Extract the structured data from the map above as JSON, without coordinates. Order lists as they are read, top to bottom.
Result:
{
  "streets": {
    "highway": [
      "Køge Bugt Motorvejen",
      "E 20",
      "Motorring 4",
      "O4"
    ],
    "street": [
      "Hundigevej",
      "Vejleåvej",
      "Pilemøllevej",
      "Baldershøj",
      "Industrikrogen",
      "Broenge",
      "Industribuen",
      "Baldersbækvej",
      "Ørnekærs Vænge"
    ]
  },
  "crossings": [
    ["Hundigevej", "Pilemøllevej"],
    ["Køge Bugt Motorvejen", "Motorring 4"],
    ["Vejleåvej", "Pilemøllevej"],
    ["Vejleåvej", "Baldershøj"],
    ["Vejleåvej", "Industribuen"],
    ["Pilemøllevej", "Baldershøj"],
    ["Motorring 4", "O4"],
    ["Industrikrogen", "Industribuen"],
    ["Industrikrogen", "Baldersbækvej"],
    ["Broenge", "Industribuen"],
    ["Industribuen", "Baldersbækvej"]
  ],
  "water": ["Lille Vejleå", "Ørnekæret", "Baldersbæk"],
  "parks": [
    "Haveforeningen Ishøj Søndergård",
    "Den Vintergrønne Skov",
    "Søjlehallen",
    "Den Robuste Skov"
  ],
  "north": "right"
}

-*-

# WHAT YOU HAVE TO DO
Copy out each line of the material in which the word "Vejleåvej" turns up.

# RESPONSE
      "Vejleåvej",
    ["Vejleåvej", "Pilemøllevej"],
    ["Vejleåvej", "Baldershøj"],
    ["Vejleåvej", "Industribuen"],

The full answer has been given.